La speranza, quindi, è che la diceria sulla vocazione siciliana ad anticipare la politica nazionale si riveli sbagliata . E che a Roma sia risparmiata la ripetizione della grottesca vicenda di un personaggio che era stato eletto alla presidenza regionale da una maggioranza di centro destra e che nel corso di una travagliata legislatura finita per fortuna in anticipo è riuscito a cambiare più volte lo schieramento di riferimento finendo con l’essere scaricato anche da quell’Udc e quella parte del Pd che lo avevano tenuto artificiosamente in vita a dispetto delle indicazioni del corpo elettorale. 

L’auspicio, allora, è che la politica nazionale non abbia nel proprio futuro un qualche fallimentare Raffaele Lombardo. Perché se così fosse vorrebbe dire che il paese sarebbe condannato alla frammentazione totale, ad una inguaribile governabilità ed al più drammatico caos. Ma la vicenda del governatore dimissionario non può suscitare solo la speranza e l’auspicio che non ci siano imitatori di sorta. Impone anche una riflessione sull’autonomismo siciliano. Non fosse altro perché Lombardo ha deciso di chiudere il suo discorso di dimissioni lanciando la proposta di una secessione della Sicilia dallo stato nazionale.
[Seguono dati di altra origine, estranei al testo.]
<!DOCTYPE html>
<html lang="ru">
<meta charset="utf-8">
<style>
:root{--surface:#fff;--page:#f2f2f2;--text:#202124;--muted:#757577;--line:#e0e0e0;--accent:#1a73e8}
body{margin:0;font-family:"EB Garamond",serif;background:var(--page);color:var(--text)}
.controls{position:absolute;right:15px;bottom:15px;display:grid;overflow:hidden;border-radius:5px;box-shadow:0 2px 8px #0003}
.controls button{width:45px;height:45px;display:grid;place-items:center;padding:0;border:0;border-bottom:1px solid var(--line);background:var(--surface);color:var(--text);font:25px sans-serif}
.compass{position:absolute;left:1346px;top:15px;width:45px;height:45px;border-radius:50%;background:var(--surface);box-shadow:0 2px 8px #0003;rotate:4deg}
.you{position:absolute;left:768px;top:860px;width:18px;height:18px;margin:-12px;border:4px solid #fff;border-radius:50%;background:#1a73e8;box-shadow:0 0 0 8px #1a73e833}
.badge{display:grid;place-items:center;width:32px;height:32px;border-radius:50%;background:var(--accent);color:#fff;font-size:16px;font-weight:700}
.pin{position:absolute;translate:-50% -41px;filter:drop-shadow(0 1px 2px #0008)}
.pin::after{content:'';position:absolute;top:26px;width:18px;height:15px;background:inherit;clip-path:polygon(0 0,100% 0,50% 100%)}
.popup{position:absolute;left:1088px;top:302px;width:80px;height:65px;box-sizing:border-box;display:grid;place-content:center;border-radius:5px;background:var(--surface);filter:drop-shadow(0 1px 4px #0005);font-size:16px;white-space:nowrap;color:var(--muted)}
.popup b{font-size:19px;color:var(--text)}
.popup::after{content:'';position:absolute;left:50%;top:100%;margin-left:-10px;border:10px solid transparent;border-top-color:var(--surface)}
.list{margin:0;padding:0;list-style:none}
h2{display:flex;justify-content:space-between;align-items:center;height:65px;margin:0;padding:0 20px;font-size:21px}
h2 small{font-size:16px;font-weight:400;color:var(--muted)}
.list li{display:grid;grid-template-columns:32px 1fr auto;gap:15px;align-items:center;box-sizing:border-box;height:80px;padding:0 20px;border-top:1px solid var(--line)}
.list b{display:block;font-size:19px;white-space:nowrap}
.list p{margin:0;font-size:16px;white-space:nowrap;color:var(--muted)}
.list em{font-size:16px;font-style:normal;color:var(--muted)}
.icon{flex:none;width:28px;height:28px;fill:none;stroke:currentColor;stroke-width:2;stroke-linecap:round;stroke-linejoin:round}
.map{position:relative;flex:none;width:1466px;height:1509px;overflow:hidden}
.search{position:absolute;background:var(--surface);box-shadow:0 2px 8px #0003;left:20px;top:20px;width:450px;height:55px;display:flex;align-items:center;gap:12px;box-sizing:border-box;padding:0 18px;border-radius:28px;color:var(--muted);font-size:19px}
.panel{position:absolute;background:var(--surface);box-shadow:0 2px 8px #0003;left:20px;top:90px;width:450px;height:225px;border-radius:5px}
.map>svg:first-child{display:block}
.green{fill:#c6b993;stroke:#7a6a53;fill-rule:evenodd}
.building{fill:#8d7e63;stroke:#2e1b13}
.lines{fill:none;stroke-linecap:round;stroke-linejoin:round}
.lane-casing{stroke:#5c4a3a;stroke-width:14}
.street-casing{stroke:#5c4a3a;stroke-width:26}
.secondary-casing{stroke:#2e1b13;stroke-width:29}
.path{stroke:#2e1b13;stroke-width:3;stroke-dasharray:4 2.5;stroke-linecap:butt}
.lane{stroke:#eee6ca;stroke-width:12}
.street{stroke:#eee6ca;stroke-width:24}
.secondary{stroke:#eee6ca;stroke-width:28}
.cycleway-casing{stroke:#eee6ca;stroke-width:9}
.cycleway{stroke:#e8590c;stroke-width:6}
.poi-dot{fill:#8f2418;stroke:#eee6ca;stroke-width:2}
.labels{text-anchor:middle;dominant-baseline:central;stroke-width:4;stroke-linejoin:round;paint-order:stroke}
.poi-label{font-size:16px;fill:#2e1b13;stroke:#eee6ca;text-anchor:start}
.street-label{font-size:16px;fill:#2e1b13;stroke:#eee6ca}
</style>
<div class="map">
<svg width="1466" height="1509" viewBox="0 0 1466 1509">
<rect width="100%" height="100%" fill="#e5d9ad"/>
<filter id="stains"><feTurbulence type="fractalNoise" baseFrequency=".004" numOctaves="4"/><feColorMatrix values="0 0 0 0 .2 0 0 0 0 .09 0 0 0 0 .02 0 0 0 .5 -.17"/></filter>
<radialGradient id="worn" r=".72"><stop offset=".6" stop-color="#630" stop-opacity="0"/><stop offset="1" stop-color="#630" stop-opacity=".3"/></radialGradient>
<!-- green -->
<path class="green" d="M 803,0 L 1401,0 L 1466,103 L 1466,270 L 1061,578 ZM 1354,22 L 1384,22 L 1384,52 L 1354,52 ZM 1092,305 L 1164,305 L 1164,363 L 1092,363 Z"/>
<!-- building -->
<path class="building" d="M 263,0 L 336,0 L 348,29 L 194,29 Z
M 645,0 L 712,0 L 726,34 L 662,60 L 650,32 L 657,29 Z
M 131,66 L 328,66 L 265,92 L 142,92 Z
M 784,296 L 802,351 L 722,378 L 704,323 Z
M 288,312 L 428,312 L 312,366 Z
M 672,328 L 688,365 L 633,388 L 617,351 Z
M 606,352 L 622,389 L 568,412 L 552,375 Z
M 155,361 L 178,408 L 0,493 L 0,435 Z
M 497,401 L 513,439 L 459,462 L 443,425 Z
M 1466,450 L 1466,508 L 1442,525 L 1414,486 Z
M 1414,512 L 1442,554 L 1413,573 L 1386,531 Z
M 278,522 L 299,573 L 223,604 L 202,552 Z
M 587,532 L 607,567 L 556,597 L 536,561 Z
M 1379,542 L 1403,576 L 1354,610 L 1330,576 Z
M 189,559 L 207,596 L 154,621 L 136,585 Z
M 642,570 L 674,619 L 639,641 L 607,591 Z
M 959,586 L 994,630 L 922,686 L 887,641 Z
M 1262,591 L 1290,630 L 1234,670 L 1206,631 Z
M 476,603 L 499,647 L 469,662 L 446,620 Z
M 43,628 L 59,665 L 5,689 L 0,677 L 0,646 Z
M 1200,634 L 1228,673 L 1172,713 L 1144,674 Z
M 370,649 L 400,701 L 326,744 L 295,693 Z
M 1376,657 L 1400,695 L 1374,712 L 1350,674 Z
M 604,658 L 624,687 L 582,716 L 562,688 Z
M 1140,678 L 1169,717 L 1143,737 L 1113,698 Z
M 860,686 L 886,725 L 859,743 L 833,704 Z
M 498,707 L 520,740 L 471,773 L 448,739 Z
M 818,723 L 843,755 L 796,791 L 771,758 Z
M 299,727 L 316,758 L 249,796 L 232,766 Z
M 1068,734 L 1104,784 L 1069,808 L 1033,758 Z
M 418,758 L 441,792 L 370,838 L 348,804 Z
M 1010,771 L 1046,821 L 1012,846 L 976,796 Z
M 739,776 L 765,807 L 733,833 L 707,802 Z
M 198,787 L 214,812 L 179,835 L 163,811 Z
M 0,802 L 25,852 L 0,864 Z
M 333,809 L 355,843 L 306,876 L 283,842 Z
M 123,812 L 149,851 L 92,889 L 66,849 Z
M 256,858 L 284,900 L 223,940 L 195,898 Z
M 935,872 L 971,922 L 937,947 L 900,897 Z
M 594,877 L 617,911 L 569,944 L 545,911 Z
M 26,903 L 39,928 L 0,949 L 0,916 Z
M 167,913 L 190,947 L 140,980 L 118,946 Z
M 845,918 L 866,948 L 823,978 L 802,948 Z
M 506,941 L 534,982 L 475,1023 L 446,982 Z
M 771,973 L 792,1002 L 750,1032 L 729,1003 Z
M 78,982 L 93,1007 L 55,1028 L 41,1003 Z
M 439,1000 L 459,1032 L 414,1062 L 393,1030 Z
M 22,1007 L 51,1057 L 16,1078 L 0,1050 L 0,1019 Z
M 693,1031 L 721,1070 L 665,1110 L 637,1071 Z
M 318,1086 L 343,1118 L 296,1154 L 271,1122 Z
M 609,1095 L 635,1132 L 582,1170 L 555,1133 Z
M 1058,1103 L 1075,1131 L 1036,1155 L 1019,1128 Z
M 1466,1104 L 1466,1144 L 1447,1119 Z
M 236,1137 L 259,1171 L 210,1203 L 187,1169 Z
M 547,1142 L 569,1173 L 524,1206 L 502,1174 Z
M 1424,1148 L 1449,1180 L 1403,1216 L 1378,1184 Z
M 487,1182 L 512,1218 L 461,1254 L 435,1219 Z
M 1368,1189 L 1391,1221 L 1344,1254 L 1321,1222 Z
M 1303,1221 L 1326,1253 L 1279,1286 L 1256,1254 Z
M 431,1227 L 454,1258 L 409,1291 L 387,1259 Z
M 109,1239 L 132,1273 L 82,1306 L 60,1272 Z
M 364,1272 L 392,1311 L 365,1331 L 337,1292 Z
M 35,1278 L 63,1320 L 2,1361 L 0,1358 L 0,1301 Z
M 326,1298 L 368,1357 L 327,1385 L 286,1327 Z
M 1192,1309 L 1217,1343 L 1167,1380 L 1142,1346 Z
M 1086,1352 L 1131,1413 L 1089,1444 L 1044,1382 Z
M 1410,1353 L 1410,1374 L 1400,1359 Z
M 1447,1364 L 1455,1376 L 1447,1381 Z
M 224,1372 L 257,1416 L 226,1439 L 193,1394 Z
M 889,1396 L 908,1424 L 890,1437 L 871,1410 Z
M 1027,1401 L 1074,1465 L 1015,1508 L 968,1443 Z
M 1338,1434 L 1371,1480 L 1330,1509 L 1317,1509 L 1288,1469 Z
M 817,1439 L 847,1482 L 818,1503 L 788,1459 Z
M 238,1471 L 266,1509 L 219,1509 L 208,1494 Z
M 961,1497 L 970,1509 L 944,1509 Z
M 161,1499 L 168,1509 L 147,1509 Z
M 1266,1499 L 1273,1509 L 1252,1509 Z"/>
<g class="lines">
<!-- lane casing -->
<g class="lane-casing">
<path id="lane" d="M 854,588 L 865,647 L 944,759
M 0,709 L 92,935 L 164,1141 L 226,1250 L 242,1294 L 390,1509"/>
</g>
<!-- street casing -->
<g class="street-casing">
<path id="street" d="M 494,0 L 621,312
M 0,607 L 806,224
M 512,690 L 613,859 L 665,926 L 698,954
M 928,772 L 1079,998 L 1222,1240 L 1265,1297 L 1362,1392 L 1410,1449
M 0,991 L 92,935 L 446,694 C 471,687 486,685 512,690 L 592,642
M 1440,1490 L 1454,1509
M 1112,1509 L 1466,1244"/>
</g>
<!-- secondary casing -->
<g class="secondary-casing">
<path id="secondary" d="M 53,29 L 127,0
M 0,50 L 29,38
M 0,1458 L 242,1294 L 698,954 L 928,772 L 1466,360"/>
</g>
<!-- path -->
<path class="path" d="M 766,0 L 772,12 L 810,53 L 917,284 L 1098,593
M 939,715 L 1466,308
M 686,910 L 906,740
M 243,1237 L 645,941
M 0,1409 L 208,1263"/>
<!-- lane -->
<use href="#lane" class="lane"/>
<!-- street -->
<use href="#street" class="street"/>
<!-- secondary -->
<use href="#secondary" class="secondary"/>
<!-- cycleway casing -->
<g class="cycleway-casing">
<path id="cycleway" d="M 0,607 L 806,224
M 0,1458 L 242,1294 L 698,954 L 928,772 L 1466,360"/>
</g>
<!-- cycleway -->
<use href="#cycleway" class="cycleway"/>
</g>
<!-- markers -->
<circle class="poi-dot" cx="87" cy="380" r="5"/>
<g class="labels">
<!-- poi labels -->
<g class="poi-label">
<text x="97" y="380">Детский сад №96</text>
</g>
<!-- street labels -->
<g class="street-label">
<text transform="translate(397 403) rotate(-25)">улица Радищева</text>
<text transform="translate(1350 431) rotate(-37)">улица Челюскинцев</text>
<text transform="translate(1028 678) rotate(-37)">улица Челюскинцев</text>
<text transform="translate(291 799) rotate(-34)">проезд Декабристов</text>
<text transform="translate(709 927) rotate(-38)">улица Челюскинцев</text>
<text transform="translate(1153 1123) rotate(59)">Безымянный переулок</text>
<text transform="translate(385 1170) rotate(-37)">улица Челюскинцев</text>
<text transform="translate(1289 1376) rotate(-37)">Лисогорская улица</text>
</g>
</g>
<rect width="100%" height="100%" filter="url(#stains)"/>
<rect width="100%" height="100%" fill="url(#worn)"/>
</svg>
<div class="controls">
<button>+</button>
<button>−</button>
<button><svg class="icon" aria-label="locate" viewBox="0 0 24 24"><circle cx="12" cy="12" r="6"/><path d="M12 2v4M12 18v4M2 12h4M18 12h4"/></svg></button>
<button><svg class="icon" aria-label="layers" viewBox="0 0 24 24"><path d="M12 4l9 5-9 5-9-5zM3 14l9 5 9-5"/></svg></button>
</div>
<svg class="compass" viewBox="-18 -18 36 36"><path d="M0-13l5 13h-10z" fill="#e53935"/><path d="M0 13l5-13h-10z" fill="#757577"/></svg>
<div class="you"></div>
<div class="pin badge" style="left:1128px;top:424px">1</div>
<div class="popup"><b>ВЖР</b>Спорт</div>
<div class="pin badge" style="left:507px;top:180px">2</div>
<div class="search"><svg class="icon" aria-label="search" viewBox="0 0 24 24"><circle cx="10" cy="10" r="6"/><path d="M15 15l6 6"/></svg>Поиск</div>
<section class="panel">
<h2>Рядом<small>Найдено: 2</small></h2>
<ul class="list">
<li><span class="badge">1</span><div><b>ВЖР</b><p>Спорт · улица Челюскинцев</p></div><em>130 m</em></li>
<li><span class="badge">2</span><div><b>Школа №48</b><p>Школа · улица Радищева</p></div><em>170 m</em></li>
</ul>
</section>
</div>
La riflessione è che di fronte alla provocazione di Lombardo le forze politiche responsabili siciliane e nazionali debbono avere il coraggio non solo di respingere con la massima energia l’urlo disperato di chi aveva avuto una grande occasione e l’ha completamente sprecata. Ma, soprattutto, di affermare che se si vuole evitare di ripetere a Roma il disastro di Palermo è indispensabile stabilire come alla radice dei mali, dei ritardi e delle enormi difficoltà della Sicilia in particolare e del meridione in generale ci sia l’idea secondo cui la grande autonomia dell’isola e quella più ridotta delle regioni del Sud debbano significare solo clientelismo, assistenzialismo e moltiplicazione di centri di spesa del tutto incontrollati dallo stato centrale.

Non si tratta di riesumare un centralismo ormai antistorico. Si tratta, però, di riconoscere che la lunga fase politica iniziata con l’istituzione delle Regioni a statuto speciale e perfezionata con la formazione delle regioni a statuto ordinario si è definitivamente conclusa con un bilancio completamente disastroso. Il sistema delle autonomie, soprattutto nelle regioni meridionali, avrebbe dovuto far crescere una classe politica consapevole del proprio compito storico di guidare il Sud nell’impresa storica di ridurre le distanze che secoli di storia sfortunata avevano provocato nei confronti del resto dell’Italia. Questo risultato, sia pure con qualche limitata eccezione, non è stato raggiunto. Il caso Lombardo lo dimostra fin troppo chiaramente. Ma l’incapacità della società meridionale di esprimere una classe politica all’altezza non è rimasta priva di conseguenze. La principale, quella più grave e tragica, è stata di lasciarsi progressivamente dominare dalla criminalità organizzata. Prima utilizzata come ammortizzatore sociale, successivamente trasformata in un vero e proprio contropotere dello stato nazionale e dei suoi rappresentanti meno disposti ai cedimenti.

La mafia, la camorra, la ‘ndrangheta non nascono di certo con l’autonomismo irresponsabile. Grazie ad esso, però, sono cresciute a dismisura nel corso del secondo dopoguerra diventando addirittura il tratto caratteristico del Sud italiano. Se si vuole cancellare questo marchio d’infamia, quindi, non c’è che una strada. Passare dall’autonomismo delle irresponsabilità e della criminalità al federalismo liberale, nazionale e responsabile.